▸ **Work task**
Copy out the lines of the records below, and only those lines, from the one with "M 499,1589 L" through the one with "<!-- street labels -->", exactly as they appear.

==== Provided information ====

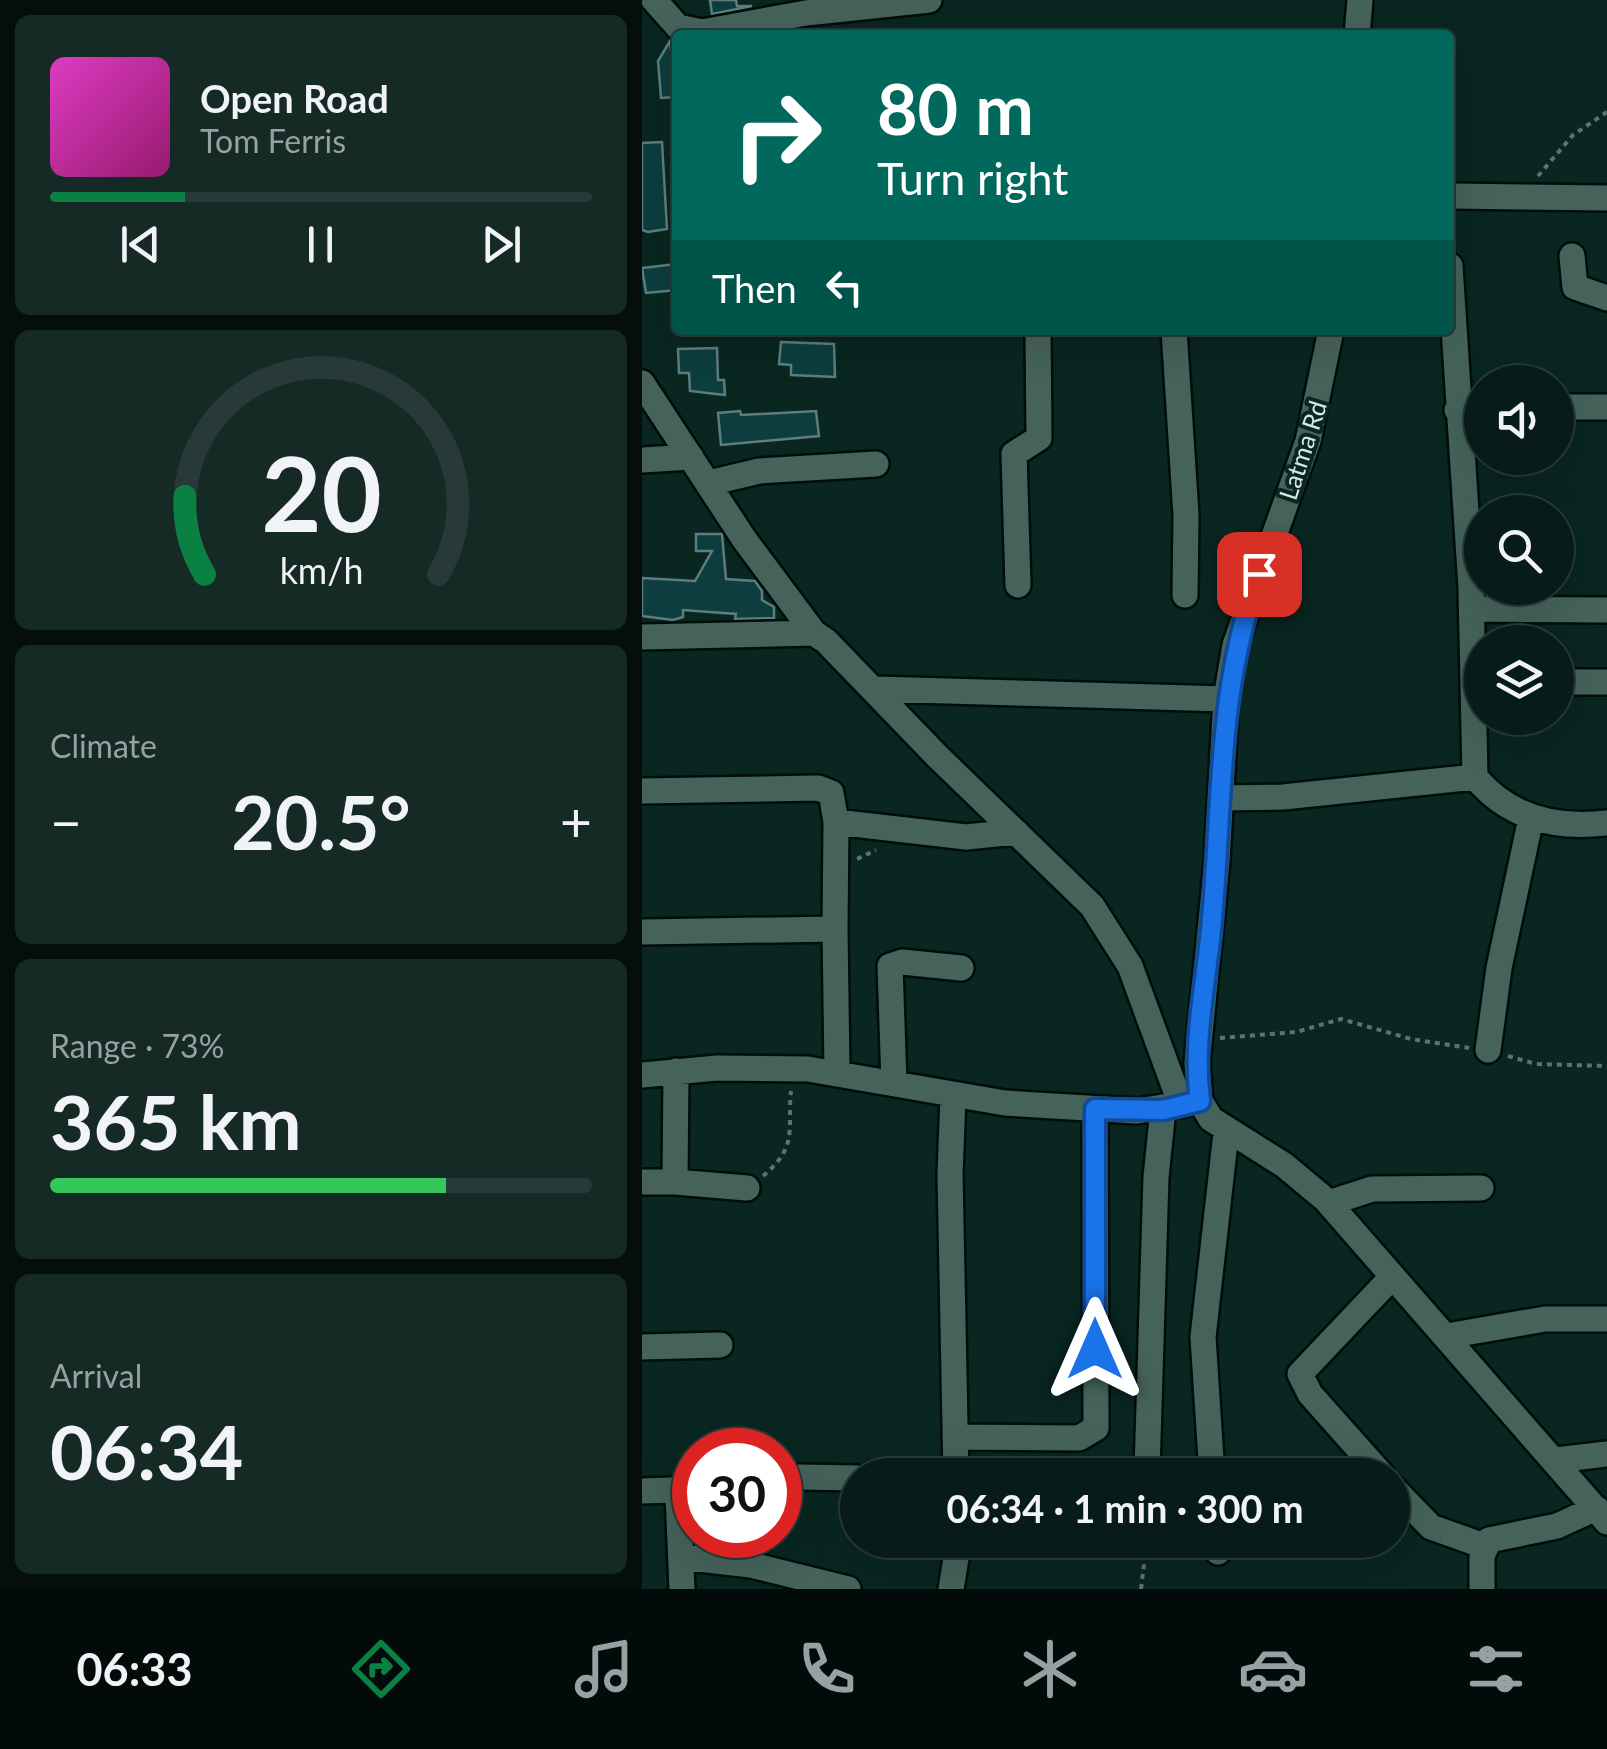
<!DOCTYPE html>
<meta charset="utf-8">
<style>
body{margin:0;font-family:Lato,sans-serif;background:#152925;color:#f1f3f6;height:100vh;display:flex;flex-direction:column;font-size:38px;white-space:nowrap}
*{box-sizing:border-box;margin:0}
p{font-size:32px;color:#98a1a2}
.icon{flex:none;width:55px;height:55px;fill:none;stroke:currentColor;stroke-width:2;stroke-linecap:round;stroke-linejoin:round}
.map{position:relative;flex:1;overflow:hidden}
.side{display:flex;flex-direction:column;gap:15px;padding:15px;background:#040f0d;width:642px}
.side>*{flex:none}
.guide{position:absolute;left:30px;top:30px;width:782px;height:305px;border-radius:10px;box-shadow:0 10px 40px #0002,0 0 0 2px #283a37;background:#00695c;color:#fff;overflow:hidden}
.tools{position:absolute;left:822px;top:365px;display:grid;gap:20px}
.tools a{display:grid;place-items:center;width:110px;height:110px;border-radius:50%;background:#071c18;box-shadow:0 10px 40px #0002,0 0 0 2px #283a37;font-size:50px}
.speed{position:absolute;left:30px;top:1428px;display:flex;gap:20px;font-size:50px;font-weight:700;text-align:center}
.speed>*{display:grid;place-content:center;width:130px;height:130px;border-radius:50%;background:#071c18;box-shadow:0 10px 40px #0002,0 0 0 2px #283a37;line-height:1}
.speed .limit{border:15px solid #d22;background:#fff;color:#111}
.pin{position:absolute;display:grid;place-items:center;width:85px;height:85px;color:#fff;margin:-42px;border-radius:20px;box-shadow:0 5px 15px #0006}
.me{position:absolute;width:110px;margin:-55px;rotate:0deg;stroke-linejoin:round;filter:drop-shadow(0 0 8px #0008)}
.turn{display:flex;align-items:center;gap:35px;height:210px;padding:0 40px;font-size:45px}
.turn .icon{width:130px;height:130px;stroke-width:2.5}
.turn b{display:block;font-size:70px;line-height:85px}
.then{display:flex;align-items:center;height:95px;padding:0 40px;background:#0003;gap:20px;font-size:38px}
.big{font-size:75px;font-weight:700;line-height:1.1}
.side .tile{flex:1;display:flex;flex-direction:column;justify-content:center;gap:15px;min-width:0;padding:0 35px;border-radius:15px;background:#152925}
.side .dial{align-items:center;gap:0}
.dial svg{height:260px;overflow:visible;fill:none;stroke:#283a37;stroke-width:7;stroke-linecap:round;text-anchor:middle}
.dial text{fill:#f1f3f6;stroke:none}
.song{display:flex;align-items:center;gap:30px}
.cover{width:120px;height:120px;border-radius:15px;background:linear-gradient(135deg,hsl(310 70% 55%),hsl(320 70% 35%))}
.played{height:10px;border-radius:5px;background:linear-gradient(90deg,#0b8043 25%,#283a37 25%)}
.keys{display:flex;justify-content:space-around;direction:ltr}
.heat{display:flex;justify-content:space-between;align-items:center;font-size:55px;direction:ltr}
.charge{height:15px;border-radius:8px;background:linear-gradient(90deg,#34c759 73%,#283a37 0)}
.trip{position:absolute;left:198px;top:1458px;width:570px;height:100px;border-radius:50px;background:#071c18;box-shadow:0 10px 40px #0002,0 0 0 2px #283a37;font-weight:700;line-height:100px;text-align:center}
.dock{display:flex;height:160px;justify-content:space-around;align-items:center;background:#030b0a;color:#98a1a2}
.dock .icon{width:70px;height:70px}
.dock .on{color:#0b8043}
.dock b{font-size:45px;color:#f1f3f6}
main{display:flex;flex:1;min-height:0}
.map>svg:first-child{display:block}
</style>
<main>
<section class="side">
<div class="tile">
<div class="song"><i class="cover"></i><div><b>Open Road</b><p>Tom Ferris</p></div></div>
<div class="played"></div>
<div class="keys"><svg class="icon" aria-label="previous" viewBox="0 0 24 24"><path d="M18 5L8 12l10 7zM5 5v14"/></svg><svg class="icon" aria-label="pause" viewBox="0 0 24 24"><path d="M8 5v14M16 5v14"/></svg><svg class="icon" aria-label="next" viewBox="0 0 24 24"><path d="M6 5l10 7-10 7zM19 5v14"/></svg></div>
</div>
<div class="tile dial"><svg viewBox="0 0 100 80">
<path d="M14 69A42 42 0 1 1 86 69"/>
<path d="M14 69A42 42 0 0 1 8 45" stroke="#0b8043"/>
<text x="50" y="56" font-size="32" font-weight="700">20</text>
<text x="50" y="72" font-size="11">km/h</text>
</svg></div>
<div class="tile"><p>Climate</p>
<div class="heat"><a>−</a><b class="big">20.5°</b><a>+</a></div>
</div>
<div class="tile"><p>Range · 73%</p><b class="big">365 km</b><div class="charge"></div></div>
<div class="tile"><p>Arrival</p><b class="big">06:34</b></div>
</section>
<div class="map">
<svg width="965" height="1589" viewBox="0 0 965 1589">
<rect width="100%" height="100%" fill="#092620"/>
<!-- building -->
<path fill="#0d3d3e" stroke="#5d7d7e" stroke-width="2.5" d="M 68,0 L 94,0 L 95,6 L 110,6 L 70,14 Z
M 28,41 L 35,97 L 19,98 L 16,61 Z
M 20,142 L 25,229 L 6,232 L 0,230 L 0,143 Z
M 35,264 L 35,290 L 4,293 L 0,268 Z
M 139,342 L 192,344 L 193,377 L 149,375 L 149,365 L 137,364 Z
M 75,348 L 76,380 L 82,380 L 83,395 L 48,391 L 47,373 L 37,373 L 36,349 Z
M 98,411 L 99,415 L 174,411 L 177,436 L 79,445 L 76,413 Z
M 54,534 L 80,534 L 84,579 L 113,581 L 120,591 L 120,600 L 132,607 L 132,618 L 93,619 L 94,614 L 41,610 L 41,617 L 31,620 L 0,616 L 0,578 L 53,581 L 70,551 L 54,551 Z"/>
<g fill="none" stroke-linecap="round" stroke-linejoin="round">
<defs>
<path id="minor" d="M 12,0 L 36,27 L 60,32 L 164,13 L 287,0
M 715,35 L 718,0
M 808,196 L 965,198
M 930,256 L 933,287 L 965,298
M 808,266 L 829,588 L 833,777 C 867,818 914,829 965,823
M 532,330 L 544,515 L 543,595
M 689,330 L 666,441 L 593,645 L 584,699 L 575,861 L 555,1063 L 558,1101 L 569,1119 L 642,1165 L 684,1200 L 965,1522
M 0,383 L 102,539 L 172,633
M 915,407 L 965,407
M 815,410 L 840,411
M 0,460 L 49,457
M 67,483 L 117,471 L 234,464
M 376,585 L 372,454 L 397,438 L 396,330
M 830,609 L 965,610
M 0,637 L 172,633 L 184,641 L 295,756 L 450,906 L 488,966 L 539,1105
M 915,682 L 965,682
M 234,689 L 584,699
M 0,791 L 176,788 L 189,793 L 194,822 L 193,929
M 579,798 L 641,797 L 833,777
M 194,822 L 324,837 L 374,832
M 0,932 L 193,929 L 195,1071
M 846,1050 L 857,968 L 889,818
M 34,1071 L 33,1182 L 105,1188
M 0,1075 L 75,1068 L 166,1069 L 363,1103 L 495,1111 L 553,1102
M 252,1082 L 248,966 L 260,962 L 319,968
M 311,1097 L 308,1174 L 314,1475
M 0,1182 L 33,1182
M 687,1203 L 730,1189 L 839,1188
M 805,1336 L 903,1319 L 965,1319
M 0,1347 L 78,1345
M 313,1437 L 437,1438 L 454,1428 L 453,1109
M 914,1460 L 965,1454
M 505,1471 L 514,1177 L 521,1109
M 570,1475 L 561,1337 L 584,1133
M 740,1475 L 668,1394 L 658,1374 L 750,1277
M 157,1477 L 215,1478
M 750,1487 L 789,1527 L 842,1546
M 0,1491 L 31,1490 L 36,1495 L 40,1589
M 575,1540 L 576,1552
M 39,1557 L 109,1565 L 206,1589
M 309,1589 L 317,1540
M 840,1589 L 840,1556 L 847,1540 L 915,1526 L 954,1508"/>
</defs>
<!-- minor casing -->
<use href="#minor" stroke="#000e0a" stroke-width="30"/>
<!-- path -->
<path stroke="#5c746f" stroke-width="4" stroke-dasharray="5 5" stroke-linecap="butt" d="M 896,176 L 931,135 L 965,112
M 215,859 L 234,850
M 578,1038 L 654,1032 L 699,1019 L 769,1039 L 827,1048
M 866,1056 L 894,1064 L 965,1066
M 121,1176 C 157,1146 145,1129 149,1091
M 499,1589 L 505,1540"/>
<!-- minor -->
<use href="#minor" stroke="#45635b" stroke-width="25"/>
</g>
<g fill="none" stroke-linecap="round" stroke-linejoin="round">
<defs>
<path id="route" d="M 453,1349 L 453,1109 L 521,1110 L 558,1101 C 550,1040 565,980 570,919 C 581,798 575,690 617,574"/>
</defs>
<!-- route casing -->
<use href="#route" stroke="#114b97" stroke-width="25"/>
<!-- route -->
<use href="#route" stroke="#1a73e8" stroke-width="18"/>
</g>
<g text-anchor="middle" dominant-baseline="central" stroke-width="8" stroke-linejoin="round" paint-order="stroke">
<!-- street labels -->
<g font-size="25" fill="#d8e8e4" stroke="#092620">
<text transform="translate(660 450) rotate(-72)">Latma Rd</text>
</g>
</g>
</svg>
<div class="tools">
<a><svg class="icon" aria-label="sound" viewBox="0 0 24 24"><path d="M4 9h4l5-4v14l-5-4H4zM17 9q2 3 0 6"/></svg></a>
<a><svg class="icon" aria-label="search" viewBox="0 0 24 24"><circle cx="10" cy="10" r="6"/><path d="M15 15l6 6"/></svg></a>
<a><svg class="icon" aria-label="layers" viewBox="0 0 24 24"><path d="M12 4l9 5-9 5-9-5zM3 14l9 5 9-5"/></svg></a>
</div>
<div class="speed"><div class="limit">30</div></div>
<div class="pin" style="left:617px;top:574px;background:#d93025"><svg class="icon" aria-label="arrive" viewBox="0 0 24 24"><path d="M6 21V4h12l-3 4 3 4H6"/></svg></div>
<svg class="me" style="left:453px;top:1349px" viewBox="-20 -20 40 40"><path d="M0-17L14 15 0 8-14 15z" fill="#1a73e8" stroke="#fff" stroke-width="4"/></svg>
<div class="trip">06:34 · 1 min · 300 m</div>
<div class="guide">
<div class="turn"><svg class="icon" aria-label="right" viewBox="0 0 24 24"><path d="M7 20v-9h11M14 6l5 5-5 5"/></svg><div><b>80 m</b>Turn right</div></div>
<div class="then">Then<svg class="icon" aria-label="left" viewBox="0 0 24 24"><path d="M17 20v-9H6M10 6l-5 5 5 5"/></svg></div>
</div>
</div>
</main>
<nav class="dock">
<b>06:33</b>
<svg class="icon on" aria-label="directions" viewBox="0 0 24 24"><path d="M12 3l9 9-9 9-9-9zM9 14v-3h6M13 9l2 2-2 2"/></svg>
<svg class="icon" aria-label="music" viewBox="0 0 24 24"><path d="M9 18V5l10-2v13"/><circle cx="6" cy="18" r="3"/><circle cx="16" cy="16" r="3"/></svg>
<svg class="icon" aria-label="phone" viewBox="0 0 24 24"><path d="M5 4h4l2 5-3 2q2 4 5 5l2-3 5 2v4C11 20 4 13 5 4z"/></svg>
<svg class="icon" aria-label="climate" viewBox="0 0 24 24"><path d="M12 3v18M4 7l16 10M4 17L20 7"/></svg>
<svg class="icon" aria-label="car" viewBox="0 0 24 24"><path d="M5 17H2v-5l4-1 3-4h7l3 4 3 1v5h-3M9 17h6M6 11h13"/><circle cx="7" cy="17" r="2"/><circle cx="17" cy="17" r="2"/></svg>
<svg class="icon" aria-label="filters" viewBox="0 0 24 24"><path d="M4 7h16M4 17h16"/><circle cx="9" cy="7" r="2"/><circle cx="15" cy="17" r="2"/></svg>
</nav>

====

▸ **Your response**
M 499,1589 L 505,1540"/>
<!-- minor -->
<use href="#minor" stroke="#45635b" stroke-width="25"/>
</g>
<g fill="none" stroke-linecap="round" stroke-linejoin="round">
<defs>
<path id="route" d="M 453,1349 L 453,1109 L 521,1110 L 558,1101 C 550,1040 565,980 570,919 C 581,798 575,690 617,574"/>
</defs>
<!-- route casing -->
<use href="#route" stroke="#114b97" stroke-width="25"/>
<!-- route -->
<use href="#route" stroke="#1a73e8" stroke-width="18"/>
</g>
<g text-anchor="middle" dominant-baseline="central" stroke-width="8" stroke-linejoin="round" paint-order="stroke">
<!-- street labels -->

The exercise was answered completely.